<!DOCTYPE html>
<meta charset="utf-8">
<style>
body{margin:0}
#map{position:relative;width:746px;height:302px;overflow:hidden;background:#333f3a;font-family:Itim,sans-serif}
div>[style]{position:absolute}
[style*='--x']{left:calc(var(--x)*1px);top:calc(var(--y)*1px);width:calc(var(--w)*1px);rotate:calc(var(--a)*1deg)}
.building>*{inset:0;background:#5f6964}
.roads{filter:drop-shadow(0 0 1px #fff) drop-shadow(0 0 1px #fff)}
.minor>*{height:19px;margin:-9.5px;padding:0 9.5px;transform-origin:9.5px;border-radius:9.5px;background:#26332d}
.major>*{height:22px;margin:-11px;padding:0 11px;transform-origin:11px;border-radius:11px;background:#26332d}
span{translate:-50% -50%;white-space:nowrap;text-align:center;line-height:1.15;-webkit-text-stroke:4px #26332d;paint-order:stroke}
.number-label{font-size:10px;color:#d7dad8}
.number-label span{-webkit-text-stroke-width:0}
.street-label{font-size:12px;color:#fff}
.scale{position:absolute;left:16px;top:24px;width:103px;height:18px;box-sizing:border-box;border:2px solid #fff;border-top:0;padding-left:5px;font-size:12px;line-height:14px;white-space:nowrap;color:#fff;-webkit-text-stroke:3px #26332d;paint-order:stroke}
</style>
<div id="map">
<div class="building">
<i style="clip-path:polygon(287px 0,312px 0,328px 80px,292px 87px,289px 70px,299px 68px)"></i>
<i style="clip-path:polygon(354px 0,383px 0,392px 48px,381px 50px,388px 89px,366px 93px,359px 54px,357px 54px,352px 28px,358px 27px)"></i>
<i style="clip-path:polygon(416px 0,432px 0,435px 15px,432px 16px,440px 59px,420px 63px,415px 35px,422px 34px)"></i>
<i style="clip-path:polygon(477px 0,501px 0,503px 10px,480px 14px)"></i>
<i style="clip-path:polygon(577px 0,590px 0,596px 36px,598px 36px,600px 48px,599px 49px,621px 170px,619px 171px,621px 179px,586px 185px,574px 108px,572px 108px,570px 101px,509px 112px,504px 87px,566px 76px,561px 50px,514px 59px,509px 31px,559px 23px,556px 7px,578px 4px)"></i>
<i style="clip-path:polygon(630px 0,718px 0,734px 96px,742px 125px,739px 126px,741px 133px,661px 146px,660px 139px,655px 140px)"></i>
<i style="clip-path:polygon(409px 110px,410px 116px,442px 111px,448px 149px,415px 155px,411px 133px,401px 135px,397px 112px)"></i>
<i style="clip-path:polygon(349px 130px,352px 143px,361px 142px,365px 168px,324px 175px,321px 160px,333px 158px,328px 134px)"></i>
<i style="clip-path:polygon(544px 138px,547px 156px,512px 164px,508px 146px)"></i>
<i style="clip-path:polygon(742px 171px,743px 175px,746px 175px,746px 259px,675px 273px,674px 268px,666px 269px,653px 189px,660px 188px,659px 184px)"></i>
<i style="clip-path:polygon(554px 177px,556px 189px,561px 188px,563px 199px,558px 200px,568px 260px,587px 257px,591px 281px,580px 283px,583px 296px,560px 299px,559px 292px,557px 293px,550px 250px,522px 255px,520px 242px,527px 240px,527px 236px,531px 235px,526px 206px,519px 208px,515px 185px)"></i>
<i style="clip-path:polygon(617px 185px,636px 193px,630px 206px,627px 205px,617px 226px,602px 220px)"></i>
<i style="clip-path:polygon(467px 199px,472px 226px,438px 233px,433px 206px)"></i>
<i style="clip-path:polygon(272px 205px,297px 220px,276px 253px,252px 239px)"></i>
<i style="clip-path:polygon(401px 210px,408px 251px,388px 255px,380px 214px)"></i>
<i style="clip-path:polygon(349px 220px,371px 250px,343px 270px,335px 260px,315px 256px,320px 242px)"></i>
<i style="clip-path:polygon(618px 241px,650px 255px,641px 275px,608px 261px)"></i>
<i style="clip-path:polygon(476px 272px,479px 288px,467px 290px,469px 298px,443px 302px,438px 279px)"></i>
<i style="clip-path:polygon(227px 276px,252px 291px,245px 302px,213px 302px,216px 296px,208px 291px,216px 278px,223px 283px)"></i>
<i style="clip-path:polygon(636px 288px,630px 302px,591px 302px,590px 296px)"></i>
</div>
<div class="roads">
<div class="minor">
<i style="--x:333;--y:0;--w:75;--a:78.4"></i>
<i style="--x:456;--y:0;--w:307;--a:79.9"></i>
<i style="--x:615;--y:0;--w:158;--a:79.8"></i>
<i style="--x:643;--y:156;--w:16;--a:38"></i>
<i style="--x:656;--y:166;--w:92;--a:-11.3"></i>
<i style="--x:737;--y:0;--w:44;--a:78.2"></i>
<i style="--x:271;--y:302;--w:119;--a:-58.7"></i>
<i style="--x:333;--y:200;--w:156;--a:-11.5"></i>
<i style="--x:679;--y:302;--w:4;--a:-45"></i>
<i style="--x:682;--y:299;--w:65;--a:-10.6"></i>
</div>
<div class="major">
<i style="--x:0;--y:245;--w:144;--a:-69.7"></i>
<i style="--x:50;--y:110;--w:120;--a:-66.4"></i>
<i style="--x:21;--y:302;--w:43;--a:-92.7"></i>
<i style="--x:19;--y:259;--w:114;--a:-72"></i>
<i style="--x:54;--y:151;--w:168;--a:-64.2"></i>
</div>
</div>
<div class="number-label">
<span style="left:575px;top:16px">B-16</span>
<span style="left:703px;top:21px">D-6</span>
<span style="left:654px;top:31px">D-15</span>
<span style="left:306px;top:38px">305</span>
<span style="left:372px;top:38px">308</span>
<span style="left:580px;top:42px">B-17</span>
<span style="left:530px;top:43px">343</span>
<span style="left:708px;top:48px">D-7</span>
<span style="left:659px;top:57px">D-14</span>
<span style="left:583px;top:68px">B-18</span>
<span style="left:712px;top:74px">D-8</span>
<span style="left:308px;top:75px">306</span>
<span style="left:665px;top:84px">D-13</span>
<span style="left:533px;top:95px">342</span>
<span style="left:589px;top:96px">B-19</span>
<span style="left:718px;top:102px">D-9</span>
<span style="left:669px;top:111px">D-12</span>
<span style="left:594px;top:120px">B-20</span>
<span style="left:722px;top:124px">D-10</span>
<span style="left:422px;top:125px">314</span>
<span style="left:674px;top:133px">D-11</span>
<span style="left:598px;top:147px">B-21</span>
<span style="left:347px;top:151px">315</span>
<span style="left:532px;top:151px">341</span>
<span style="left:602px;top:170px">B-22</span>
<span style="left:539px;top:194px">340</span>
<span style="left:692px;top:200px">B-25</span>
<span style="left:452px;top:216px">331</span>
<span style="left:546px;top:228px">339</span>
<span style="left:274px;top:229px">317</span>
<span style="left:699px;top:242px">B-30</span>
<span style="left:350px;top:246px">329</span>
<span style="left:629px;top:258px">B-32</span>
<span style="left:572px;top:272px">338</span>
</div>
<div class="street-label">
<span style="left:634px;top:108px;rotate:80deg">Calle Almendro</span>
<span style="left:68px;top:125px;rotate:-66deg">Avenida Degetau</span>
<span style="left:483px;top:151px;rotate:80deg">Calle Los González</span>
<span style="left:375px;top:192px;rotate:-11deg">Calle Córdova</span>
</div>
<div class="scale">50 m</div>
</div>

-- Exercise aim --
Starting with the first line of the records, repeat every line up to and including the one containing "1px #fff) drop-shadow(0", and nothing else.

-- Solution --
<!DOCTYPE html>
<meta charset="utf-8">
<style>
body{margin:0}
#map{position:relative;width:746px;height:302px;overflow:hidden;background:#333f3a;font-family:Itim,sans-serif}
div>[style]{position:absolute}
[style*='--x']{left:calc(var(--x)*1px);top:calc(var(--y)*1px);width:calc(var(--w)*1px);rotate:calc(var(--a)*1deg)}
.building>*{inset:0;background:#5f6964}
.roads{filter:drop-shadow(0 0 1px #fff) drop-shadow(0 0 1px #fff)}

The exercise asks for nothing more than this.